Posted by:
Nightingale
(
)
Date: July 08, 2024 08:37PM
The Amazon site that's advertising the book contains the “top review from Canada” here:
https://www.amazon.ca/Easy-Read-Lynn-Matthews-Anderson/dp/0964495708It’s long but it’s a fun read. I conclude the writer of this review is not a fan of the BoM.
Excerpt:
"One can read an abridgement of Joseph Smith Junior's tiresome narratives and pseudo-prophetical speeches and get through the unwelcome chore with welcome rapidity! There have been a few such abridgements over the years. Currently available is Lynn Matthews Anderson's simplified version of the BoM. Shortening it and putting Smith's contorted archaisms into modern and highly readable English, the reader can breeze his way through this piece of religious fiction in very short order. The BoM really does not merit any closer attention than what Anderson (who, be it noted, is a "true believer" and a member of the L.D.S. cult) makes of it, anyway, unless one addresses the BoM as a dutiful scholar or has to make use of it in apologetic endeavours, debate, and close analysis.

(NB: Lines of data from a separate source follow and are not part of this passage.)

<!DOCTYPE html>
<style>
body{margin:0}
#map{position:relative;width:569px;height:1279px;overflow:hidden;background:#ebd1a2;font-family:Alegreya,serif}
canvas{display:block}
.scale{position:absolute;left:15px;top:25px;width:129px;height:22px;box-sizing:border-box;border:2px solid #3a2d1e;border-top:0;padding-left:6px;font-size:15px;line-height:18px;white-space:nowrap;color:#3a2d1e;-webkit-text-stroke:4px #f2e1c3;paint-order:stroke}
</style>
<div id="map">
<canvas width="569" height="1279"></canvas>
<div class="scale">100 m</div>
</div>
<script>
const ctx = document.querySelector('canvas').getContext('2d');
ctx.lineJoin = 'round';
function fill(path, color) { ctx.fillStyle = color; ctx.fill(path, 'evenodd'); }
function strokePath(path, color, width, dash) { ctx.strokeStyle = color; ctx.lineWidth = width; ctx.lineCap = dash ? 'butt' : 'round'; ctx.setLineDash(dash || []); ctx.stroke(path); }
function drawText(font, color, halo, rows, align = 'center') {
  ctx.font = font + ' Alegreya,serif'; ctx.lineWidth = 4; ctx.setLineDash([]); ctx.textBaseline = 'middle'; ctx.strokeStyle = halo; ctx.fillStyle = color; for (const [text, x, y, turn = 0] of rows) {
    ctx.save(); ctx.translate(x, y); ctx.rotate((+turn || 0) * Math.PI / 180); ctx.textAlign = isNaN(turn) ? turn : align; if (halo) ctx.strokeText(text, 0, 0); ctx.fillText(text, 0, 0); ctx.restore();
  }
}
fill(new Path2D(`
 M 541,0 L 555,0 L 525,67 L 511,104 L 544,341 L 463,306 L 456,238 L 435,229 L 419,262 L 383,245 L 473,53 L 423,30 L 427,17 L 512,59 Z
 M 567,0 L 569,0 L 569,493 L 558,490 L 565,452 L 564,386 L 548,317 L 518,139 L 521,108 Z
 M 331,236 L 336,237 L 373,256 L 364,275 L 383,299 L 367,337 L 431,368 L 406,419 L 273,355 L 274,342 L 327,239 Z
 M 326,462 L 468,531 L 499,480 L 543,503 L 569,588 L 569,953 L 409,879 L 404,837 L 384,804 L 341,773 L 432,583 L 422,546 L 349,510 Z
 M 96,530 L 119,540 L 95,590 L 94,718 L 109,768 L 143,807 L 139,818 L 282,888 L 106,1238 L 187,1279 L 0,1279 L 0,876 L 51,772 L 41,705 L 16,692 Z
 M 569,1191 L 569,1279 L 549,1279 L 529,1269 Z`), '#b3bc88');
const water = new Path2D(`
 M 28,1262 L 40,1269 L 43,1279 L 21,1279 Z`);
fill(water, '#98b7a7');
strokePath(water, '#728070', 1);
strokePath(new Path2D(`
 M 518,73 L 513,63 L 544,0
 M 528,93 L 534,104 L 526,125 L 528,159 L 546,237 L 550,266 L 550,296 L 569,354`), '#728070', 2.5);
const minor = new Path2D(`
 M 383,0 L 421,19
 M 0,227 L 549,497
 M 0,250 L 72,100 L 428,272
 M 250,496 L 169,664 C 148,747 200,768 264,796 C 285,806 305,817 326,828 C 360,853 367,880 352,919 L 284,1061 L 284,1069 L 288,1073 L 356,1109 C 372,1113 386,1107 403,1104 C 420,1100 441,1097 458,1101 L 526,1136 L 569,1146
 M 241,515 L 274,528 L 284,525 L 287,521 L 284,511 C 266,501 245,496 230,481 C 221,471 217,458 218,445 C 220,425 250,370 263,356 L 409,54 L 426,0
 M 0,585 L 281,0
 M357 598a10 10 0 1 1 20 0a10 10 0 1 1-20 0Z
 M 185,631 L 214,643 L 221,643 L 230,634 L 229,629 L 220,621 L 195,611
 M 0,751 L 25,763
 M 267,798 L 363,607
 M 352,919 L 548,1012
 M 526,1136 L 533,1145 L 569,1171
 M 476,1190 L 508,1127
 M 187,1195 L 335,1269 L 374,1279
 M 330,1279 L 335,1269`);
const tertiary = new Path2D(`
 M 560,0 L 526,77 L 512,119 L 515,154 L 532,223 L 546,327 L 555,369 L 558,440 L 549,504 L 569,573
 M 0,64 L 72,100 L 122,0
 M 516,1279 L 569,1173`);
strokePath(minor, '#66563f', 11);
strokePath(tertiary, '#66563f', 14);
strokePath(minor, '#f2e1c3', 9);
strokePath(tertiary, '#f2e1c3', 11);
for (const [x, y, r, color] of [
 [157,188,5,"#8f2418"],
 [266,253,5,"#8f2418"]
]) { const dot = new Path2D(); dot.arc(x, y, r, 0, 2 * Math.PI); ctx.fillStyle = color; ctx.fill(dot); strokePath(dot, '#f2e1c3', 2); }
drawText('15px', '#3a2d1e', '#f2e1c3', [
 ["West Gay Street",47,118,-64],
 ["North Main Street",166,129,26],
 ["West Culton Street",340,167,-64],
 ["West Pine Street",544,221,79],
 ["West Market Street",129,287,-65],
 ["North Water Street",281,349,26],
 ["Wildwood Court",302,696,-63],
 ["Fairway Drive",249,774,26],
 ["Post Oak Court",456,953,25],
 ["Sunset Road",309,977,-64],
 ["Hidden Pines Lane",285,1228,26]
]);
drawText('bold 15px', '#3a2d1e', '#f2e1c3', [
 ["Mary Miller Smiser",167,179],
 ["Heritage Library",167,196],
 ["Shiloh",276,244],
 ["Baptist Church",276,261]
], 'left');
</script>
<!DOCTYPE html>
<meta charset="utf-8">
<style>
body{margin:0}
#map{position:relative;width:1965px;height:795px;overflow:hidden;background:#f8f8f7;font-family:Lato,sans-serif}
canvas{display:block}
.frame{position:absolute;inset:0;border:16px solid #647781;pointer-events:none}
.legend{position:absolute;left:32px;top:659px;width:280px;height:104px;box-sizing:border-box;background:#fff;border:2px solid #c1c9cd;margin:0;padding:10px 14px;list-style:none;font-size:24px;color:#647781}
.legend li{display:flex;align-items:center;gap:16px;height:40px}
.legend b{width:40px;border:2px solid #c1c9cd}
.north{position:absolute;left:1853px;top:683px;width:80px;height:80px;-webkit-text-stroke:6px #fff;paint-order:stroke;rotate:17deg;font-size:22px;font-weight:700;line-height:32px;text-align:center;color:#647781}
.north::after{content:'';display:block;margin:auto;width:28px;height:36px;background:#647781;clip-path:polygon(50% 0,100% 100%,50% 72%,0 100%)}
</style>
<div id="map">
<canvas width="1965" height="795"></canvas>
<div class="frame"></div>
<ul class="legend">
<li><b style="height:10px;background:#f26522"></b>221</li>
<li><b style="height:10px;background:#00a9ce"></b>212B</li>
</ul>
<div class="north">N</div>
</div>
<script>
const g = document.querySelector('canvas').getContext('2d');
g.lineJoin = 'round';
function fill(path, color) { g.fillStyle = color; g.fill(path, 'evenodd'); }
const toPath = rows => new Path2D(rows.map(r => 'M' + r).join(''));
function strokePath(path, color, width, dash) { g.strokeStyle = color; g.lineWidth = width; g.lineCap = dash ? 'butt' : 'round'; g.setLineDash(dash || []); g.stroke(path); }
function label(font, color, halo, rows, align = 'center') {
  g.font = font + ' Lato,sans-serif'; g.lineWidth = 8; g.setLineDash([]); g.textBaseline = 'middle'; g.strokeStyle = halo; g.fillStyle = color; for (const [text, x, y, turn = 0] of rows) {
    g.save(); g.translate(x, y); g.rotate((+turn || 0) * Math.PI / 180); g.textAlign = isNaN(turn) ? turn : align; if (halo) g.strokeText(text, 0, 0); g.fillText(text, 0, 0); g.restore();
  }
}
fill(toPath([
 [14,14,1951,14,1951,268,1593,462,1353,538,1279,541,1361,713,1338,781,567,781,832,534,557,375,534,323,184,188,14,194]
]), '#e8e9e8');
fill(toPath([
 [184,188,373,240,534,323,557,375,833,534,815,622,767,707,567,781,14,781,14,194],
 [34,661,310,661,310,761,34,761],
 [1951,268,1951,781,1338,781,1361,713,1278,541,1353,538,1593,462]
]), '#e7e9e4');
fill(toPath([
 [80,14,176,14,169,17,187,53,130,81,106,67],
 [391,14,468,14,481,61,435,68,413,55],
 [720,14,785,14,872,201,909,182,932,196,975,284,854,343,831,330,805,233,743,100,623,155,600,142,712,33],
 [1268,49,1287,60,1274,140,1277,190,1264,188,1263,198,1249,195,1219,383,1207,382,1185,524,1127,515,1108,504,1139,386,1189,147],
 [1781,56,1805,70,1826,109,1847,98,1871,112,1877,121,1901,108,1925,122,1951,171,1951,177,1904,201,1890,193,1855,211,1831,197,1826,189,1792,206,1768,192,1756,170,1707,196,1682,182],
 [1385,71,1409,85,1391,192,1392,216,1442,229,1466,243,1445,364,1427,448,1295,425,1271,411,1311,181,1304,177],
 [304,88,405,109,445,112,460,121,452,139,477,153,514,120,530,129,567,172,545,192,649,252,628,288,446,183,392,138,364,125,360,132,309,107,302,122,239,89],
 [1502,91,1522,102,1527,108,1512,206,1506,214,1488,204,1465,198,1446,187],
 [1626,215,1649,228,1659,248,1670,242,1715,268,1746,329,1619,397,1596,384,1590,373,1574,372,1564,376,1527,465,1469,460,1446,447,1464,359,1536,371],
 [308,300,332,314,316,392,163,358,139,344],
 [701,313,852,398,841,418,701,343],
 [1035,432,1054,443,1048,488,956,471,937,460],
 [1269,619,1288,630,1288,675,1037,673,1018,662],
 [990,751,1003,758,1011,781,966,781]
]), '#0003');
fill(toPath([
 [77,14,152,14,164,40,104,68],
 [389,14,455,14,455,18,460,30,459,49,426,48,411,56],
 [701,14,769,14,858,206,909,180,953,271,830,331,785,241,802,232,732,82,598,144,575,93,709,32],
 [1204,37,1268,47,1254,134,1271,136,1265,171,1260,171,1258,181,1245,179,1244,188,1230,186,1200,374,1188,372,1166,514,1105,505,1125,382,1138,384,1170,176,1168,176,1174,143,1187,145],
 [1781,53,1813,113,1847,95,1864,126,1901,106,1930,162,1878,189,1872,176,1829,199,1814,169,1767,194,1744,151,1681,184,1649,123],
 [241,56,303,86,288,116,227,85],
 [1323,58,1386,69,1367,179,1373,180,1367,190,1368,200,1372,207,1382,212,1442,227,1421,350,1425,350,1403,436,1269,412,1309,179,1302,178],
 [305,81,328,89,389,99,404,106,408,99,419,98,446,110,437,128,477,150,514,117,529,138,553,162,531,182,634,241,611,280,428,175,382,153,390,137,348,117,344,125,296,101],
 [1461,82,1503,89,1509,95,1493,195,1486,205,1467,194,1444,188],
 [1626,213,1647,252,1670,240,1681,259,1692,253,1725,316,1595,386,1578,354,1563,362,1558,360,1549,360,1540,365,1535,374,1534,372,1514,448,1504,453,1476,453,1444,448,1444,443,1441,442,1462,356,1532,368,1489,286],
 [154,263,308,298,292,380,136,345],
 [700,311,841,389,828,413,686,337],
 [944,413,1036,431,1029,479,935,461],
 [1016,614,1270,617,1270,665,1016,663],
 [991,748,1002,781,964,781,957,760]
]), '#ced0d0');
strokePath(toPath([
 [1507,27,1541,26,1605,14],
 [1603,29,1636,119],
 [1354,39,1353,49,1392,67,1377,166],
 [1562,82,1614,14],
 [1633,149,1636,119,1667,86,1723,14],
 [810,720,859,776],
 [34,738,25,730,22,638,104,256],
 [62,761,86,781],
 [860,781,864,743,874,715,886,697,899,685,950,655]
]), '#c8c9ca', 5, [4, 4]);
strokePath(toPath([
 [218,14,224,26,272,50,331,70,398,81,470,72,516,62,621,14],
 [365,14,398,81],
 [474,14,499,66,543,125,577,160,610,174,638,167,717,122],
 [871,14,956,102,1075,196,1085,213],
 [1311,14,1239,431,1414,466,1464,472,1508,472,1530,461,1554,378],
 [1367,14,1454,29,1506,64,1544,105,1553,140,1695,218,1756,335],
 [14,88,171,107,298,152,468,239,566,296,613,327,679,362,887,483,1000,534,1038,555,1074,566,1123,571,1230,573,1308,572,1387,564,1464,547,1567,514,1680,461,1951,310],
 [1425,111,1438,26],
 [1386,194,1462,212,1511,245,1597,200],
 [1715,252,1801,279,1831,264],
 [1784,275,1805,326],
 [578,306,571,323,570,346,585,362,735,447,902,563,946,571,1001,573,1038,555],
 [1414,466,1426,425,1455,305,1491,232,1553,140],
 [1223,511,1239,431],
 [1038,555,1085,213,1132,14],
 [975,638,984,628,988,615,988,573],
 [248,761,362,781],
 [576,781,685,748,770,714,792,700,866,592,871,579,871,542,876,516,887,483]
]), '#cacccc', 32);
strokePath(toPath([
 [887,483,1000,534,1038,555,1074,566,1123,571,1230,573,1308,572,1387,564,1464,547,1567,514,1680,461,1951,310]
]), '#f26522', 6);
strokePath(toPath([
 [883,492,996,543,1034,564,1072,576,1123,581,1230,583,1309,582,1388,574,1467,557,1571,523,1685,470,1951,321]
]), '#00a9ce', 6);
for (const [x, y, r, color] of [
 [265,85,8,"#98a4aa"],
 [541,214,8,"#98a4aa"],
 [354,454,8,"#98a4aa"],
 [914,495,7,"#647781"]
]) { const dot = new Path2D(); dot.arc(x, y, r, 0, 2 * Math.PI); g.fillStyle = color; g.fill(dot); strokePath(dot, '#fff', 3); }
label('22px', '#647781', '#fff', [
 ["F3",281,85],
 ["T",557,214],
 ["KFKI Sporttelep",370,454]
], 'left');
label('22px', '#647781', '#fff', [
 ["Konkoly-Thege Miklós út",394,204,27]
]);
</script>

"Stripped of its pretentious aspirations, the BoM's narratives seem more trifling and foolish than inspiring. Anderson's prose is lean and straightforward, stripping the nonessentials of wording and detail away to leave the bare (even bald!) and unadorned accounts as the rather silly and arbitrary tales that they are. The many visions and speeches recounted in the BoM more obviously reveal themselves to the reader as the uncouth (but rudimentarily clever) confections from Biblical models, and gauchely awkward ones at that, which they are.
"Anderson makes her abridgement of the BoM from the accepted L.D.S. text of the work. There are many corruptions in the L.D.S. text, especially when compared to the more faithful R.L.D.S. editions of it, or, certainly, to the critical texts of the BoM which have been undertaken. However, such matters are of little import in using and commending a welcome abridgement such as Anderson's is. Get it, read it, and mostly forget about it, having done your reader's duty to history and to this bit of Americana lore!"